Treasury Secretary Tim Geithner said Sunday that Senate Republicans are stalling debate on the financial reform bill because they want to gain leverage on the final outcome of the measure. 

Geithner said as many administration officials, Senate Democrats and Republicans have said for the last several weeks -- that the GOP wants to support a reform bill -- but gave more insight into why all GOP senators are blocking a move to open debate on the Senate floor.


Asked on CNN about getting Republican support for the measure, the Treasury secretary said "You know, but they're doing what you would expect, and I think you'd do the same thing in their -- in their shoes, is that they're trying to maximize the chance they have leverage still to pull this bill in certain directions."

Geithner's comments underscore the Obama administration's confidence that Republicans will support the bill. That would contrast the financial reform bill with the healthcare legislation that divided Congress upon party lines. 

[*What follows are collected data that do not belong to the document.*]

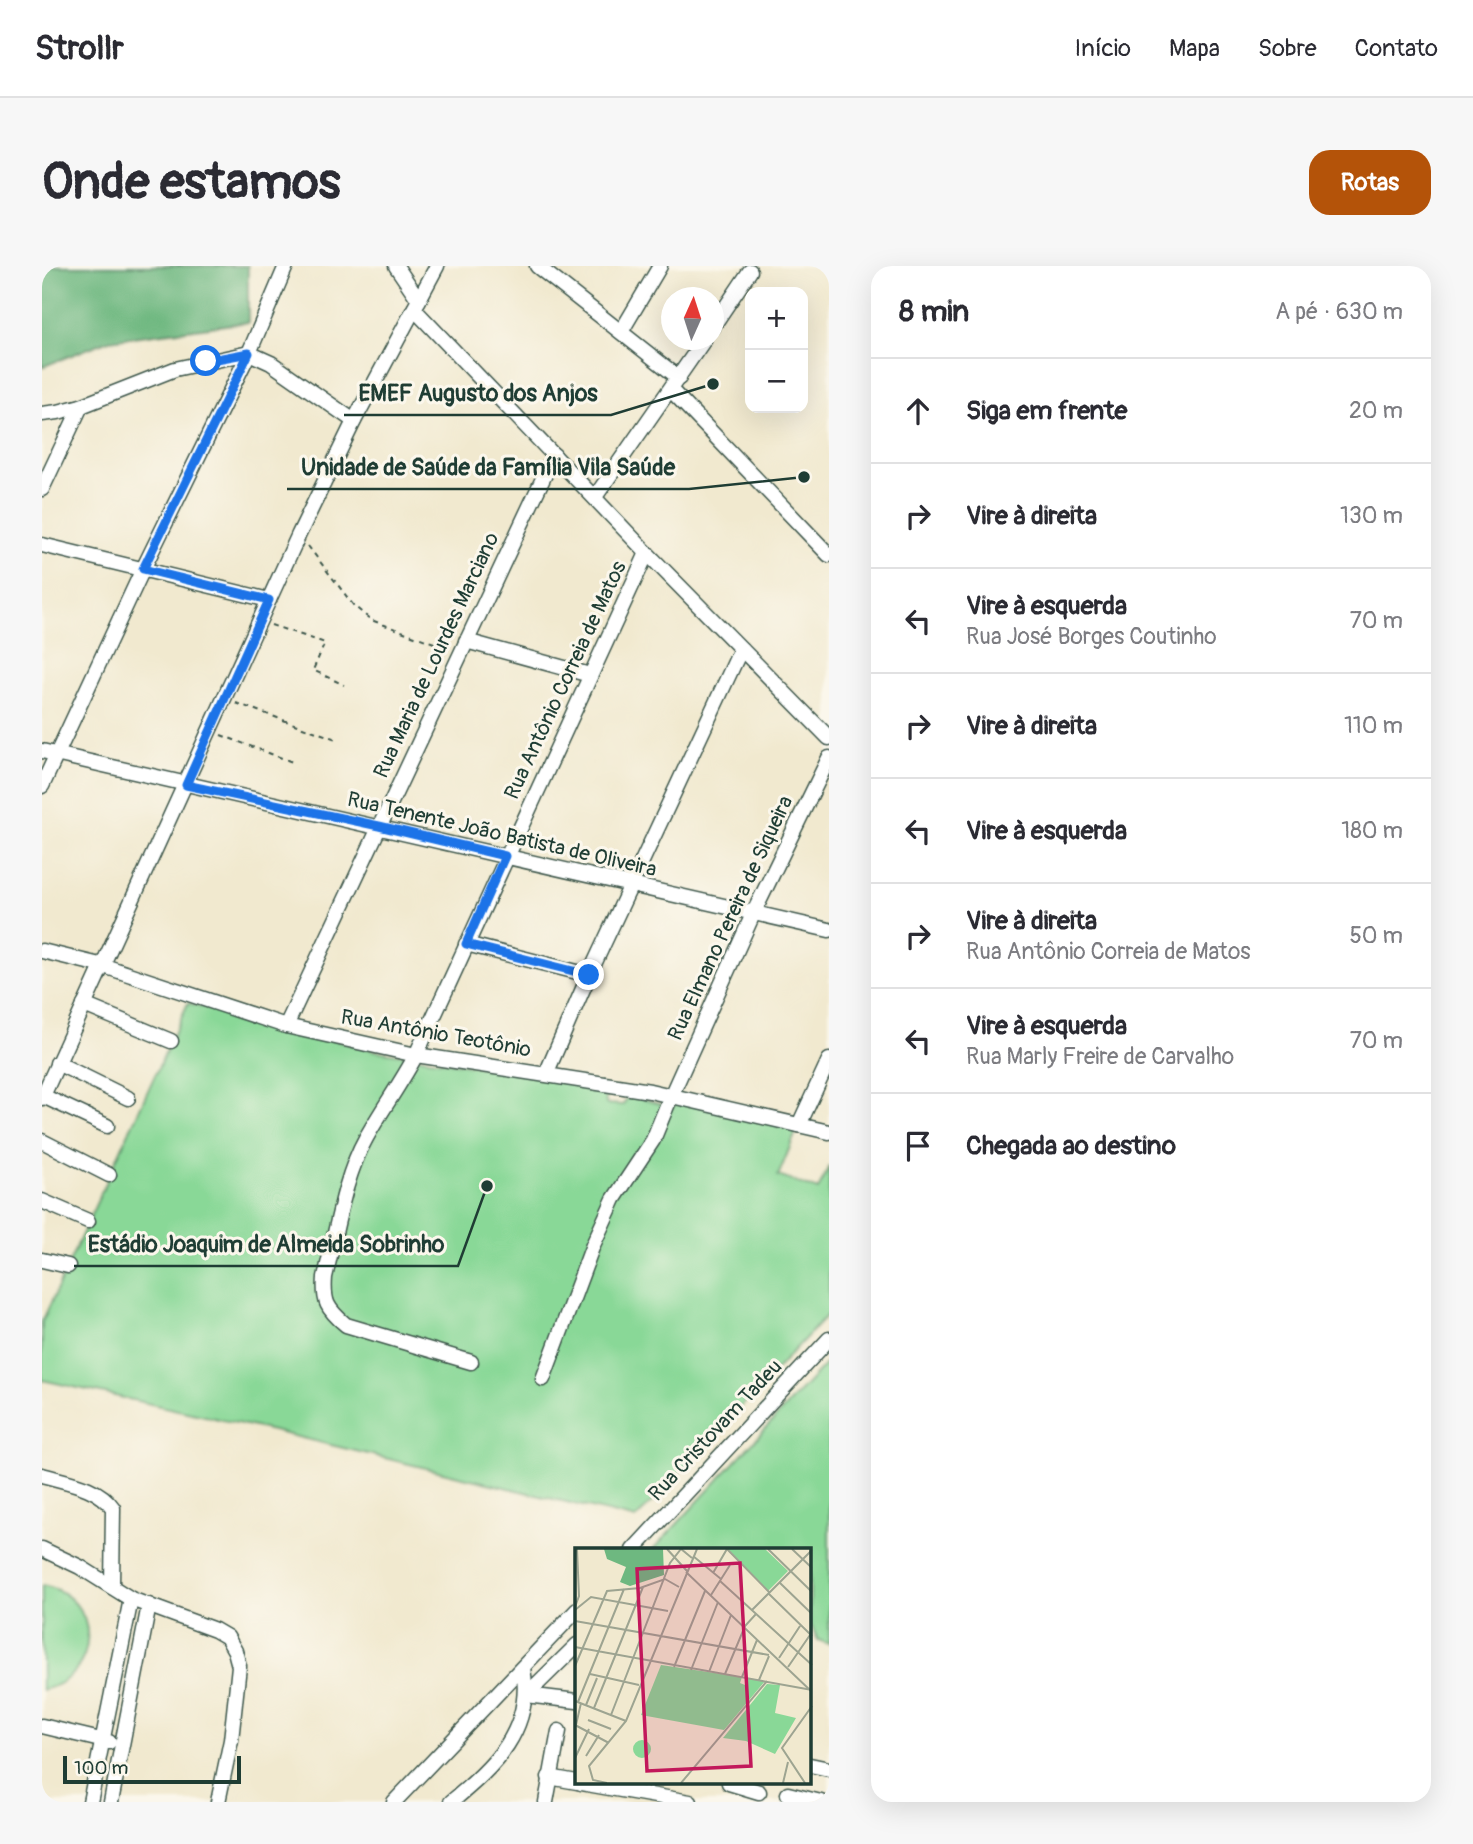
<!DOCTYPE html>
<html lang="pt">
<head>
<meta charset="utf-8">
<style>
	body { margin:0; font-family:Pangolin,sans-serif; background:#f7f7f7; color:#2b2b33 }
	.controls { position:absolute; right:21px; top:21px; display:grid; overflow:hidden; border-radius:14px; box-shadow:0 7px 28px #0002 }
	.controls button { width:63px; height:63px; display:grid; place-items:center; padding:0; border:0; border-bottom:2px solid #e1e1e2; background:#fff; color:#2b2b33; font:35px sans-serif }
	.compass { position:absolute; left:619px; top:21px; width:63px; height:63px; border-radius:50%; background:#fff; box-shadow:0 7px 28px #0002; rotate:3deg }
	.scale { position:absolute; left:21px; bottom:18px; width:178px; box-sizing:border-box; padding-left:7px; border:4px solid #1f3d34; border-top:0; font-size:19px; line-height:24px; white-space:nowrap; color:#1f3d34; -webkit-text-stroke:5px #fbf7ec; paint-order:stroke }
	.stop { position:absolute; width:21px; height:21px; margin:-16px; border:5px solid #1a73e8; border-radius:50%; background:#fff }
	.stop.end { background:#1a73e8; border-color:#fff; box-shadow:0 2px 7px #0008 }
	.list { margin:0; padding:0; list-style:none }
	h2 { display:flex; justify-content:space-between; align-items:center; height:91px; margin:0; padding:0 28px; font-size:30px }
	h2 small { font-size:23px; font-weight:400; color:#7c7c81 }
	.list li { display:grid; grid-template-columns:46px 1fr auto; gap:21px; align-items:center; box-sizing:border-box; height:105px; padding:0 28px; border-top:2px solid #e1e1e2 }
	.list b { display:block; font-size:26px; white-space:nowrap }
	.list p { margin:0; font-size:23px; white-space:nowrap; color:#7c7c81 }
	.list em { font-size:23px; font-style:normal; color:#7c7c81 }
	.icon { flex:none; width:38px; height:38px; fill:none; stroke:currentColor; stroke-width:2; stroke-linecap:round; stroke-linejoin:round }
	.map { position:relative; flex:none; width:787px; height:1536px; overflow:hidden; border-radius:21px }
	header { display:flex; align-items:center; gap:42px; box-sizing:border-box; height:98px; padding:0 35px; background:#fff; border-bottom:2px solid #e1e1e2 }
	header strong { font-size:33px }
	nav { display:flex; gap:38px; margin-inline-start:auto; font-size:24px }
	.intro { display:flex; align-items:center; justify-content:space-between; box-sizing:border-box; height:168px; padding:0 42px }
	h1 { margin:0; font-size:49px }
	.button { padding:18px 32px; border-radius:21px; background:#b45309; color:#fff; font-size:24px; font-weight:700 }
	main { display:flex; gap:42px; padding:0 42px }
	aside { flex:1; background:#fff; border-radius:21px; box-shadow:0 7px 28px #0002 }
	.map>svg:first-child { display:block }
	.green { fill:#89d897; stroke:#548a66; stroke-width:2 }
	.forest { fill:#6eb880; stroke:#467a5a; stroke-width:2 }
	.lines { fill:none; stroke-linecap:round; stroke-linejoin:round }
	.minor-casing { stroke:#3e574b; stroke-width:17 }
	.path { stroke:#3e574b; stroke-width:2; stroke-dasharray:5 5; stroke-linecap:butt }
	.minor { stroke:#fff; stroke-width:14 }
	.route { stroke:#1a73e8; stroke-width:9 }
	.labels { text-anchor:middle; stroke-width:6; stroke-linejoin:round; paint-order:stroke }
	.street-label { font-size:21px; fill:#1f3d34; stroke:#fbf7ec }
	.inset-road { fill:none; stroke:#9da491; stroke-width:2 }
	.view { fill:#c2185b; fill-opacity:0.15; stroke:#c2185b; stroke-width:3.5 }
	.inset-edge { fill:none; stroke:#1f3d34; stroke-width:3.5 }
	.leader { fill:none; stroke:#1f3d34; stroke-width:2.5 }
	.callout-dot { fill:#1f3d34; stroke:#fbf7ec; stroke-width:2.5 }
	.callout-label { font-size:23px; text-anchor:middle; font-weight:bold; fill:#1f3d34; stroke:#fbf7ec; stroke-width:6; stroke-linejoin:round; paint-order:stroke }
</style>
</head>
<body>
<header>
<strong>Strollr</strong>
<nav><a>Início</a><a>Mapa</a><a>Sobre</a><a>Contato</a></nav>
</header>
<div class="intro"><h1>Onde estamos</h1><a class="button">Rotas</a></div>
<main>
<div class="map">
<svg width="787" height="1536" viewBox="0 0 787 1536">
	<rect width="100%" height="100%" fill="#fbf7ec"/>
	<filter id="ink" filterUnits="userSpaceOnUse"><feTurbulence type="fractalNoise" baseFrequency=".0143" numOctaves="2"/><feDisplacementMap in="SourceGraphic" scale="14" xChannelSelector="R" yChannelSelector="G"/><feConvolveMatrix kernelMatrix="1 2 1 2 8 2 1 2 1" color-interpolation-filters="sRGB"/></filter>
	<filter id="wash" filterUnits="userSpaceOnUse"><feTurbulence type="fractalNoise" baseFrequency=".00686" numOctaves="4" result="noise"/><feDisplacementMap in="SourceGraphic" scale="28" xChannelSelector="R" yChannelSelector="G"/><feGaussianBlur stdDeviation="1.57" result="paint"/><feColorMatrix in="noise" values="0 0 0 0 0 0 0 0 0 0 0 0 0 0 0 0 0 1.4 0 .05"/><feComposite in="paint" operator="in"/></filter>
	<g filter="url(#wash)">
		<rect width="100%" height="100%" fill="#f1e9cf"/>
		<g class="green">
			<path d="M146,737L335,785L563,820L564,838L581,839L587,829L630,842L638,835L755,864L736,910L776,924L787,900V1047L594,1253L235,1166L0,1114V1056Z"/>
			<path d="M787,1094V1378L776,1374L768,1357V1284H611Z"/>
			<path d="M0,1319C61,1331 60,1411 0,1424Z"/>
		</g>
		<path class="forest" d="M0,0H206V56L67,74L0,101Z"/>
	</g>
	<g filter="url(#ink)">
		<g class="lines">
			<defs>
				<g id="minor">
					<path d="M354,0L377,34"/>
					<path d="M495,0L637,112"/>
					<path d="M372,43L605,287L787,472"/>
					<path d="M671,60L708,5"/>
					<path d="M579,66L618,0"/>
					<path d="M629,124L787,289"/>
					<path d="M0,148L16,146L39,140L133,103L207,87L229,97L312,155"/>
					<path d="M0,223L39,140"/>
					<path d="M553,231L662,74"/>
					<path d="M0,279L227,334"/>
					<path d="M424,375L548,409"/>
					<path d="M0,485L787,664"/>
					<path d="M0,520L101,303L207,87L244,0"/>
					<path d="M424,678L547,709"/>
					<path d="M0,685L62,700L244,760L374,789L608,825L787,866"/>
					<path d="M42,739L129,775"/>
					<path d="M244,760L512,189"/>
					<path d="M15,797L86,832"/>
					<path d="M504,808L547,709L699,383"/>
					<path d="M1,830L65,860"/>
					<path d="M0,832L257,268L312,155L395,0"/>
					<path d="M757,859L787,794"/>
					<path d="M0,875L67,909"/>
					<path d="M0,935L46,955"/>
					<path d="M0,994L26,1000"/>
					<path d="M429,1096L304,1059C285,1043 281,1036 283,1011C294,967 302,911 324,872C340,843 358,819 374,789L605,287"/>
					<path d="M501,1113L551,979L572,933L611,874L629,830L712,646L787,492"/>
					<path d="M0,1209C24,1216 56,1220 71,1242L70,1321"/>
					<path d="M0,1283L38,1301L89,1333L173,1364L185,1371L193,1385L197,1400L189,1474L176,1536"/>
					<path d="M591,1284L787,1073"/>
					<path d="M535,1379L484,1429L535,1435"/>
					<path d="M0,1460L67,1476"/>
					<path d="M768,1499L787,1503"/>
					<path d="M507,1511L535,1516"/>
					<path d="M539,1517L648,1536"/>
					<path d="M687,1517L717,1526"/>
					<path d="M746,1528L779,1536"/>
					<path d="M48,1536L89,1333"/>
					<path d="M69,1536L107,1339"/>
					<path d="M352,1536L535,1344"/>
					<path d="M409,1536C452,1501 492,1463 481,1402"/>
					<path d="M504,1536L517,1465"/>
				</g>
			</defs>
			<use href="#minor" class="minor-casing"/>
			<g class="path">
				<path d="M266,280L312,340L329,354L406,382"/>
				<path d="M229,359L283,377L271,404L302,419"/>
				<path d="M194,437L294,473"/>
				<path d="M179,469L253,497"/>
			</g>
			<use href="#minor" class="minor"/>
		</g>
	</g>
	<g class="lines" filter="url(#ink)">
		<path class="route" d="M164,95L207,87L101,303L227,334L144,519L337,560L463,590L424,678L547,709"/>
	</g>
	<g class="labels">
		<g class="street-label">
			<text transform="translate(394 389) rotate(-65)" y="7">Rua Maria de Lourdes Marciano</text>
			<text transform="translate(523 414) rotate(-65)" y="7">Rua Antônio Correia de Matos</text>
			<text transform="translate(460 568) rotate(13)" y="7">Rua Tenente João Batista de Oliveira</text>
			<text transform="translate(688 652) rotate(-65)" y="7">Rua Elmano Pereira de Siqueira</text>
			<text transform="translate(394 767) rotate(10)" y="7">Rua Antônio Teotônio</text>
			<text transform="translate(673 1164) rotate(-47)" y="7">Rua Cristovam Tadeu</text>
		</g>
	</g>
	<g transform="translate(533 1282)">
		<rect width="236" height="236" fill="#f1e9cf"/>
		<path d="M153,1H190L213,23L193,43ZM86,117L167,129L165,135L170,137L173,130L190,133L149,182L66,167ZM192,136L205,137L200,165L221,170L200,206L171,193L148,190ZM58 201a9 9 0 1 1 18 0a9 9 0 1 1-18 0Z" fill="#89d897"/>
		<path d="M29,1H88L89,27L55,38L45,34L51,19L32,11Z" fill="#6eb880"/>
		<path class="inset-road" d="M92,1L112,23M193,1L237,44M217,1L237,20M118,8L146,31M111,24L236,143M138,25L152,1L194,44M145,33L237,117M204,34L237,66M193,45L237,88M136,47L155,17M0,59L4,48L2,1M0,62L16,49L93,63M177,62L237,2M0,73L194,107M0,99L237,142M204,110L225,78M0,118L32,43L65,40L90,31L104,39M99,119L130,43M213,119L235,87M116,122L143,54M134,124L156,67M15,126L64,137M150,126L170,78L181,66M167,129L182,92M184,132L194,108M0,153L51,173M3,154L49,41M11,157L22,130M19,160L68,39M36,167L95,15L106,1L117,10M13,172L36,181M0,177L34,195M1,177L6,155M11,208L24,187M0,210L14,181M32,235L18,232L14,218L51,173L122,1M106,235L192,133M208,235L213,214M230,235L207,200L237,158"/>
		<path class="view" d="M165,15L176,218L72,223L62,21Z"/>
		<rect width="236" height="236" class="inset-edge"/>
	</g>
	<path class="leader" d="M671 118L569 149H302M762 211L647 223H245M445 920L416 1000H32"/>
	<g class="callout-dot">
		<circle cx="671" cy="118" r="7"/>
		<circle cx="762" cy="211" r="7"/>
		<circle cx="445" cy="920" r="7"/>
	</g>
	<g class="callout-label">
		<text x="436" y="135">EMEF Augusto dos Anjos</text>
		<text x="446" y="209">Unidade de Saúde da Família Vila Saúde</text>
		<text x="224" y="986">Estádio Joaquim de Almeida Sobrinho</text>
	</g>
</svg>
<div class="controls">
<button>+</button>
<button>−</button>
</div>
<svg class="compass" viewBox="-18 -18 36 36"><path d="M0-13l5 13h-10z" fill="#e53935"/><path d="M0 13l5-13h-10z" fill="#7c7c81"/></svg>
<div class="scale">100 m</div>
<div class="stop" style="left:164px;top:95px"></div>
<div class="stop end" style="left:547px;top:709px"></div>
</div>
<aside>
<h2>8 min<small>A pé · 630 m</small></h2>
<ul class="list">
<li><svg class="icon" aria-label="ahead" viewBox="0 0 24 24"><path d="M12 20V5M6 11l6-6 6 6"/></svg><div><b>Siga em frente</b></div><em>20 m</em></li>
<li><svg class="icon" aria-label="right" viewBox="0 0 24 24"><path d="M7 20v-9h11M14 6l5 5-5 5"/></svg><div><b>Vire à direita</b></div><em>130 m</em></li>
<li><svg class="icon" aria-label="left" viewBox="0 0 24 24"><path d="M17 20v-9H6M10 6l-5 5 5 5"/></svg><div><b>Vire à esquerda</b><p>Rua José Borges Coutinho</p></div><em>70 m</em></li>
<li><svg class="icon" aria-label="right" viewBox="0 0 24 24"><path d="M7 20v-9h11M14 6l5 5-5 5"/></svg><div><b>Vire à direita</b></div><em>110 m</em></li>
<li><svg class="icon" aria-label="left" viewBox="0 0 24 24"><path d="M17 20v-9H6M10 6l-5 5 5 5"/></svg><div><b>Vire à esquerda</b></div><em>180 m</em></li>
<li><svg class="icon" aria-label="right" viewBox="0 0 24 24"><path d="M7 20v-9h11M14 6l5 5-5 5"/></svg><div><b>Vire à direita</b><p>Rua Antônio Correia de Matos</p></div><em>50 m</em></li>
<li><svg class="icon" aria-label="left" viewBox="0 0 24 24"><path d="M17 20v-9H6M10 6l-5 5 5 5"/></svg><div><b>Vire à esquerda</b><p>Rua Marly Freire de Carvalho</p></div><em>70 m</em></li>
<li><svg class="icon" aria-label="arrive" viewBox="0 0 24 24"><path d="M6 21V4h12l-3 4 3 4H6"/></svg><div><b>Chegada ao destino</b></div></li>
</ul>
</aside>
</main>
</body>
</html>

Republicans have objected to the financial bill, saying that it does not end "too big to fail" financial firms and that it ensures "permanent bailouts" for large Wall Street firms. The GOP has sent a letter to Senate Majority Leader Harry Reid (D-Nev.) saying that all 41 GOP senators oppose the bill but that they want to continue negotiating its terms. 

Democrats need at least one Republican in the Senate to vote to move forward on the bill.

The ranking Republican on the Senate Banking Committee Richard Shelby (Ala.) said Sunday that both sides are very close to an agreement, but that none yet has been reached ahead of a key vote to move the bill forward Monday.

Geithner said that momentum behind bipartisan negotiations will likely result in a bill both sides can support. But he has said that the White House will not accept a bill that is watered down simply to please Republicans.

"Based on all my conversations -- and I think if you listen carefully to the tone in Washington just over the last couple of days, I think there's been a substantial shift, and there -- I think, really, on balance, there are a very substantial number of Republicans who want to be for a strong set of reforms," he said. "And, again, I say this on the basis of what we tell -- what they tell me in private."